Metadata is a set of standardized information about a file, such as author name, resolution, color space, copyright, and keywords applied to it. For example, most digital cameras attach some basic information to an image file, such as height, width, file format, and time the image was taken. You can use metadata to streamline your workflow and organize your files.
Metadata information is stored using the Extensible Metadata Platform (XMP) standard, on which Adobe Bridge, Adobe Illustrator, Adobe InDesign, and Adobe Photoshop are built. Adjustments made to images with Photoshop® Camera Raw are stored as XMP metadata. XMP is built on XML, and in most cases the metadata is stored in the file. If it isn’t possible to store the information in the file, metadata is stored in a separate file called a sidecar file. XMP facilitates the exchange of metadata between Adobe applications and across publishing workflows. For example, you can save metadata from one file as a template, and then import the metadata into other files.

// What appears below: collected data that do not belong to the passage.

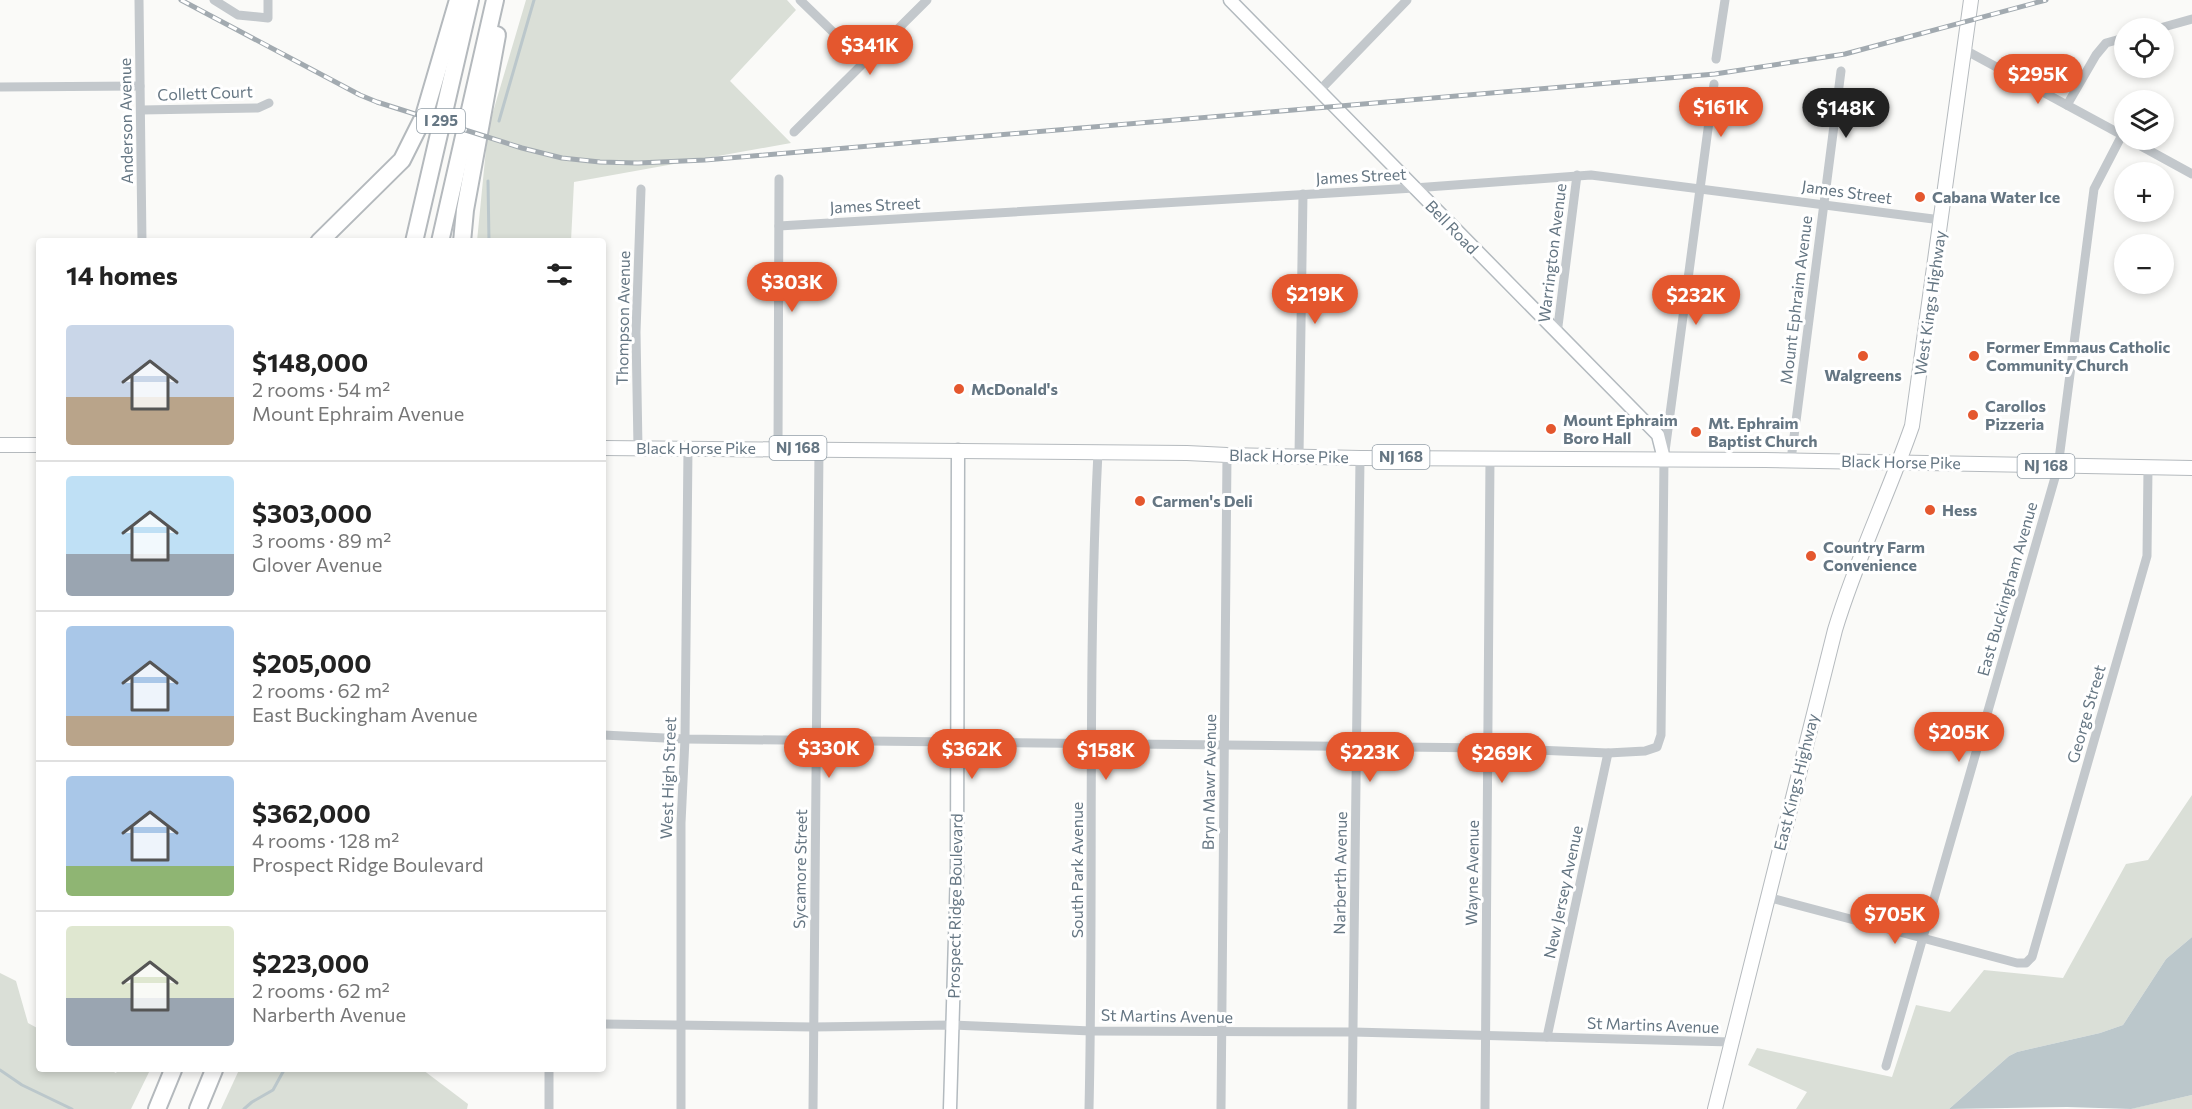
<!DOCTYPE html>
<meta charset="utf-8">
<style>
:root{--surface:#fff;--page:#f2f2f2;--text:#222;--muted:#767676;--line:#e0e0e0;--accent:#e4572e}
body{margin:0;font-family:Commissioner,sans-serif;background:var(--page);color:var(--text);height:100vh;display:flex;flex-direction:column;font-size:22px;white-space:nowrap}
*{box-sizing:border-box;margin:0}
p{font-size:20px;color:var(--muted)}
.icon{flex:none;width:33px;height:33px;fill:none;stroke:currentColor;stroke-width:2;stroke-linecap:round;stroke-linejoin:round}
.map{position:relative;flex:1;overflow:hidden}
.drawer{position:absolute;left:36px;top:238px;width:570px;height:834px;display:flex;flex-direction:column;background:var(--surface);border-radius:6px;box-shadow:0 3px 9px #0003}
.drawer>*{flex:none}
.controls{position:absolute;left:2114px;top:18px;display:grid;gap:12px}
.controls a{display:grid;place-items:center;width:60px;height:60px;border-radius:50%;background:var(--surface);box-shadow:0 3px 9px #0003;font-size:30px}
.price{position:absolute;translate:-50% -51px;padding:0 14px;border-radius:21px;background:var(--accent);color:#fff;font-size:20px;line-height:39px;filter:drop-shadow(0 2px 3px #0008)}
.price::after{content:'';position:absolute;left:50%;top:36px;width:18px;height:14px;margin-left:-9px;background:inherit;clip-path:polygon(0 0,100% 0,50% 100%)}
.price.selected{background:#222;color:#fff}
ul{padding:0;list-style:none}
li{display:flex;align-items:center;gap:18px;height:150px;padding:0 30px}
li+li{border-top:2px solid var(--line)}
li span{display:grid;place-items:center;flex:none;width:168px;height:120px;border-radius:6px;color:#555}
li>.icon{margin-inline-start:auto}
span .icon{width:72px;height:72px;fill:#fffc;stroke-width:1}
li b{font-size:26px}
h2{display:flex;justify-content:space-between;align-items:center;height:72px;padding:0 30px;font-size:26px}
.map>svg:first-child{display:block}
.green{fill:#dadfd7}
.water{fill:#bbc7cb}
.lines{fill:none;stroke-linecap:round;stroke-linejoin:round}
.stream{stroke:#bbc7cb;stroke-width:3}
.secondary-casing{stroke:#b3babf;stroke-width:15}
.primary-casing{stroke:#b5babe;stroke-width:16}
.highway-casing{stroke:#b4b9bd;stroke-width:20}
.street{stroke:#c3c8cc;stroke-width:9}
.secondary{stroke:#fff;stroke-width:12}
.primary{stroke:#fff;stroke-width:14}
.highway{stroke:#fff;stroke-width:16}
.rail-casing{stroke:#a2aab0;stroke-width:5}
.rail{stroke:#fff;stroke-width:3;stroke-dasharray:9;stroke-linecap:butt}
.poi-dot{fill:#e4572e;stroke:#fff;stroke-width:2}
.labels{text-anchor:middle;stroke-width:6;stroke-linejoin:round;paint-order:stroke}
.shield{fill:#fff;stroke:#939fa8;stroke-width:1.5}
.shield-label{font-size:15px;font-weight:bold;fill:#657683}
.street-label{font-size:16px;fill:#657683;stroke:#fff}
.poi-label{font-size:16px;font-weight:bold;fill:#657683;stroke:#fff;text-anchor:start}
</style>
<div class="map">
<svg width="2192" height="1109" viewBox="0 0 2192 1109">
<rect width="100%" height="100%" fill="#fafaf8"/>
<!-- green -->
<g class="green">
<polygon points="526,0 787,0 796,10 730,81 791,143 574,182 571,241 477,241 486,149 490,122"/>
<polygon points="2192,795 2192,937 2166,959 2123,1025 2100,1033 2017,1052 2009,1056 1949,1109 1796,1109 1807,1092 1748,1065 1757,1048 1892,1077 1916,1005 1950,1012 1984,970 2063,978 2126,864 2148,860"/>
<polygon points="0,973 16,981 28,1023 39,1029 39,1070 110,1070 116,1073 118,1070 150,1070 131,1109 0,1109"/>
<polygon points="239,1070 423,1070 468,1104 467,1109 221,1109"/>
<polygon points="2192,1095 2192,1109 2130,1109"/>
</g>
<!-- water -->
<polygon class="water" points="2192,937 2192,1095 2131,1109 2067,1107 1949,1109 2009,1056 2017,1052 2100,1033 2123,1025 2166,959"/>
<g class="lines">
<!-- stream -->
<g class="stream">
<polyline points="499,121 534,0"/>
<polyline points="488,181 489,242"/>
<polyline points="0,1070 22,1085 72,1109"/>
<polyline points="244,1109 252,1102 273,1090 284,1070"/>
</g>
<!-- secondary casing -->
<g class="secondary-casing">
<g id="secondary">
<polyline points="1230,0 1658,435 1664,459"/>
<polyline points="950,1109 957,869 958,450"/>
</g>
</g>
<!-- primary casing -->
<g class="primary-casing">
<g id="primary">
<polyline points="0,445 39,445"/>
<polyline points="603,448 1187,453 1227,455 1360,458 1765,460 2192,468"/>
<path d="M1715,1109L1835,630C1856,560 1888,495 1912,426L1971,0"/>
</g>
</g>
<!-- highway casing -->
<g class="highway-casing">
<g id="highway">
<polyline points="319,242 402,160 424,116 458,0"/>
<polyline points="414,242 470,0"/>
<polyline points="440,242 495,0"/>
<polyline points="462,242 465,210 497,35"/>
<polyline points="157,1109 173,1070"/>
<polyline points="198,1109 214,1070"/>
</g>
</g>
<!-- street -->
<g class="street">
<polyline points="139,0 142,242"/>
<polyline points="214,0 238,15 268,18 268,0"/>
<polyline points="800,0 865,63"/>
<polyline points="2160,28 2192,19"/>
<polyline points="1965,50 2124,136"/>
<polyline points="1716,59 1725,0"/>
<polyline points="0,87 140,86"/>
<polyline points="1320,90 1407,0"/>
<polyline points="2067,105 2096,55 2106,43 2124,38"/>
<polyline points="141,110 258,108 269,103"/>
<polyline points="794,132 927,0"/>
<polyline points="2130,140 2192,174"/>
<polyline points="779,226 1414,188 1591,175 1941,220"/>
<polyline points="1557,334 1577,175"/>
<polyline points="638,448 636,332 641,189"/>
<polyline points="778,448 779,179"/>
<polyline points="1299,456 1303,194"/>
<polyline points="1791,460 1841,71"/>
<polyline points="603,735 685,739 1488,748 1608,753 1645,751 1657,747 1661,735 1664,459 1714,84"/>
<polyline points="1767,897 2017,963 2026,963 2032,957 2147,556 2148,468"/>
<polyline points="603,1024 813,1027 952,1025 1091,1031 1353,1032 1731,1042"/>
<polyline points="1547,1037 1608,753"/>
<polyline points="1886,1066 2058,467 2094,189 2122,135"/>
<polyline points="549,1109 549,1070"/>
<polyline points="681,1109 681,823 685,739 688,448"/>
<polyline points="813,1109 819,449"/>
<path d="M1089,1109C1094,890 1087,670 1098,452"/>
<polyline points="1221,1109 1227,455"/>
<polyline points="1352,1109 1360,458"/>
<polyline points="1485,1109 1490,458"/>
</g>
<!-- secondary -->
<use href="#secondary" class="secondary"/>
<!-- primary -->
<use href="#primary" class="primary"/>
<!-- highway -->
<use href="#highway" class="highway"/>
<!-- rail casing -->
<g class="rail-casing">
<polyline id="rail" points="181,0 360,95 377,102 522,148 562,158 600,162 638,163 705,160 1715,74 1845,54 2046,0"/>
</g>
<!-- rail -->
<use href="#rail" class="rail"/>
</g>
<!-- markers -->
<g class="poi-dot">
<circle cx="1920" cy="197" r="6"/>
<circle cx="1863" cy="356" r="6"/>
<circle cx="1974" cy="356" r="6"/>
<circle cx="959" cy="389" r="6"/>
<circle cx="1973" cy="415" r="6"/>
<circle cx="1551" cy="429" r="6"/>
<circle cx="1696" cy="432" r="6"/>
<circle cx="1140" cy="501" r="6"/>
<circle cx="1930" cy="510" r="6"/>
<circle cx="1811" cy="556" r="6"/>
</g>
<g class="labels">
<!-- shield labels -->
<g class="shield">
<rect x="417" y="109" width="48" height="24" rx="4.5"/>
<rect x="769.5" y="436" width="57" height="24" rx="4.5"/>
<rect x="1372.5" y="445" width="57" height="24" rx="4.5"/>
<rect x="2017.5" y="454" width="57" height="24" rx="4.5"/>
</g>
<g class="shield-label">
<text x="441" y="126">I 295</text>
<text x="798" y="453">NJ 168</text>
<text x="1401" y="462">NJ 168</text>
<text x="2046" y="471">NJ 168</text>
</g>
<!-- street labels -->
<g class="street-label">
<text transform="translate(205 93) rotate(-2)" y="6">Collett Court</text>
<text transform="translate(126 121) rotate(-91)" y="6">Anderson Avenue</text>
<text transform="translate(1361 176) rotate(-3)" y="6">James Street</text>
<text transform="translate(1847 192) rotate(8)" y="6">James Street</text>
<text transform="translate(875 205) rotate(-3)" y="6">James Street</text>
<text transform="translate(1452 227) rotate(46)" y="6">Bell Road</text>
<text transform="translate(1552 253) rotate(-83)" y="6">Warrington Avenue</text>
<text transform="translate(1796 300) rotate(-83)" y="6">Mount Ephraim Avenue</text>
<text transform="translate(1930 303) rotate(-82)" y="6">West Kings Highway</text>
<text transform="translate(623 318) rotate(-89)" y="6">Thompson Avenue</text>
<text x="696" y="454">Black Horse Pike</text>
<text transform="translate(1289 456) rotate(1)" y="6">Black Horse Pike</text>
<text transform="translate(1901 462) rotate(1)" y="6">Black Horse Pike</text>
<text transform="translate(2007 589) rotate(-74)" y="6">East Buckingham Avenue</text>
<text transform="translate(2086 714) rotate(-74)" y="6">George Street</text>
<text transform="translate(668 778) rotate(-88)" y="6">West High Street</text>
<text transform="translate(1209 782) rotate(-89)" y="6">Bryn Mawr Avenue</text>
<text transform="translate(1796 782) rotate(-76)" y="6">East Kings Highway</text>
<text transform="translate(800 869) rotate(-89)" y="6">Sycamore Street</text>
<text transform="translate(1077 870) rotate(-90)" y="6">South Park Avenue</text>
<text transform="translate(1340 873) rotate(-89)" y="6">Narberth Avenue</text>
<text transform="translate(1472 873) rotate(-89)" y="6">Wayne Avenue</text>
<text transform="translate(1563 892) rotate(-78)" y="6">New Jersey Avenue</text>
<text transform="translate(955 906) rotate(-89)" y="6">Prospect Ridge Boulevard</text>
<text transform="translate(1167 1016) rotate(1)" y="6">St Martins Avenue</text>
<text transform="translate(1653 1025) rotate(2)" y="6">St Martins Avenue</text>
</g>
<!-- poi labels -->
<g class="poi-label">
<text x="1932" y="203">Cabana Water Ice</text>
<text x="1986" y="353">Former Emmaus Catholic<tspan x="1986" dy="18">Community Church</tspan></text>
<text x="1863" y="381" text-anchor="middle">Walgreens</text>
<text x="971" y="395">McDonald's</text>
<text x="1985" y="412">Carollos<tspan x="1985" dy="18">Pizzeria</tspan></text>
<text x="1563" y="426">Mount Ephraim<tspan x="1563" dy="18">Boro Hall</tspan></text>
<text x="1708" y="429">Mt. Ephraim<tspan x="1708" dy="18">Baptist Church</tspan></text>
<text x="1152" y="507">Carmen's Deli</text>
<text x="1942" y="516">Hess</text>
<text x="1823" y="553">Country Farm<tspan x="1823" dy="18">Convenience</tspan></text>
</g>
</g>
</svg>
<div class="controls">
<a><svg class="icon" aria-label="locate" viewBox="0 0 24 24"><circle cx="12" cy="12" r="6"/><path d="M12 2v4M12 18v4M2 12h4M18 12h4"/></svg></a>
<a><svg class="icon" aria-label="layers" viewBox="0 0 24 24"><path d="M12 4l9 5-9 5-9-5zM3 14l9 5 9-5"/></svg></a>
<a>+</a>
<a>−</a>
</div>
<b class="price" style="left:870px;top:76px">$341K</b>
<b class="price" style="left:2038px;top:105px">$295K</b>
<b class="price" style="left:1721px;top:138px">$161K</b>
<b class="price selected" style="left:1846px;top:139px">$148K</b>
<b class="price" style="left:792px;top:313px">$303K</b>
<b class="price" style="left:1315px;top:325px">$219K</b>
<b class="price" style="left:1696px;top:326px">$232K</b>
<b class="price" style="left:1959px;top:763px">$205K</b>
<b class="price" style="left:829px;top:779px">$330K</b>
<b class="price" style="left:972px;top:780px">$362K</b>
<b class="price" style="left:1106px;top:781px">$158K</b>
<b class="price" style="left:1370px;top:783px">$223K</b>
<b class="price" style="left:1502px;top:784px">$269K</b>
<b class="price" style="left:1895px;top:945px">$705K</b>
<section class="drawer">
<h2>14 homes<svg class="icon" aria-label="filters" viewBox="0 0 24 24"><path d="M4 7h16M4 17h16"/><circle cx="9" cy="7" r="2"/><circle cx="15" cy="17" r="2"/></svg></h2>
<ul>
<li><span style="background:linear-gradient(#c9d6e8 60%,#b9a48a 0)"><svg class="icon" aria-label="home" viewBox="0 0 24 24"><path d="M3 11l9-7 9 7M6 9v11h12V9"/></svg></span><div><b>$148,000</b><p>2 rooms · 54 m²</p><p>Mount Ephraim Avenue</p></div></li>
<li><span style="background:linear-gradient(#bfe0f5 65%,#9aa5b1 0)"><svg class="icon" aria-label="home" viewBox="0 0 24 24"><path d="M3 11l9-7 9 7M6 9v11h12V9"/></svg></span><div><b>$303,000</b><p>3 rooms · 89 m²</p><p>Glover Avenue</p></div></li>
<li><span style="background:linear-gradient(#a9c7e8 75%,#b9a48a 0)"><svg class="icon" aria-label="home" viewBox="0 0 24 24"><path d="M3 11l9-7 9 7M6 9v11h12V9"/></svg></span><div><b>$205,000</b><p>2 rooms · 62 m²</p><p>East Buckingham Avenue</p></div></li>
<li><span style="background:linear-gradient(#a9c7e8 75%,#8fb573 0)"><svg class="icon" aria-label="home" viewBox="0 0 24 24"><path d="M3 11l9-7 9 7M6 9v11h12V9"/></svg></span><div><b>$362,000</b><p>4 rooms · 128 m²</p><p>Prospect Ridge Boulevard</p></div></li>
<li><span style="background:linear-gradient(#dfe7d0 60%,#9aa5b1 0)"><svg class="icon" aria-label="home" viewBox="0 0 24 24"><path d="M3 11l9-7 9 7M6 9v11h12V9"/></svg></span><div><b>$223,000</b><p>2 rooms · 62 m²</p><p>Narberth Avenue</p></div></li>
</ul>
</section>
</div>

Metadata that is stored in other formats, such as Exif, IPTC (IIM), GPS, and TIFF, is synchronized and described with XMP so that it can be more easily viewed and managed. Other applications and features also use XMP to communicate and store information such as version comments, which you can search using Adobe Bridge.
In most cases, the metadata remains with the file even when the file format changes (for example, from PSD to JPG). Metadata also remains when files are placed in an Adobe document or project.
If you’re a C++ or Java developer, use the XMP Toolkit SDK to customize the processing and exchange of metadata. If you’re an Adobe Flash or Flex developer, use the XMP File Info SDK to customize the File Info dialog box. For more information, visit the Adobe website.
Many of the powerful Adobe Bridge features that allow you to organize, search, and keep track of your files and versions depend on XMP metadata in your files. Adobe Bridge provides two ways of working with metadata: through the Metadata panel and through the File Info dialog box.
In some cases, multiple views exist for the same metadata property. For example, a property may be labeled Author in one view and Creator in another, but both refer to the same underlying property. Even if you customize these views for specific workflows, they remain standardized through XMP.
You can attach notes to an image in Photoshop. This is useful for associating review comments, production notes, or other information with the image. Notes appear as small non-printable icons on the image. They are associated with a location on the image rather than with a layer. You can hide or show notes, or open notes to view or edit their contents.
You can add notes anywhere on your Photoshop image canvas. When you create a note, an icon appears on the image.
Choose View > Show > Notes.
Choose View > Extras. This command also shows or hides grids, guides, selection edges, target paths, and slices.
- Using the Note tool, double-click the note icon in the image. The text editing area appears in the Notes panel.
- Choose Window > Notes to display the Notes panel, and click the back and forward arrows to toggle through all notes in the active image.
When you open a PDF file, Photoshop automatically imports any notes it contains. You may want to import notes separately, however, if they were added to a flattened PDF version of a multilayer image. This approach lets reviewers who lack Photoshop provide comments, while letting you view comments in the context of the multilayer design.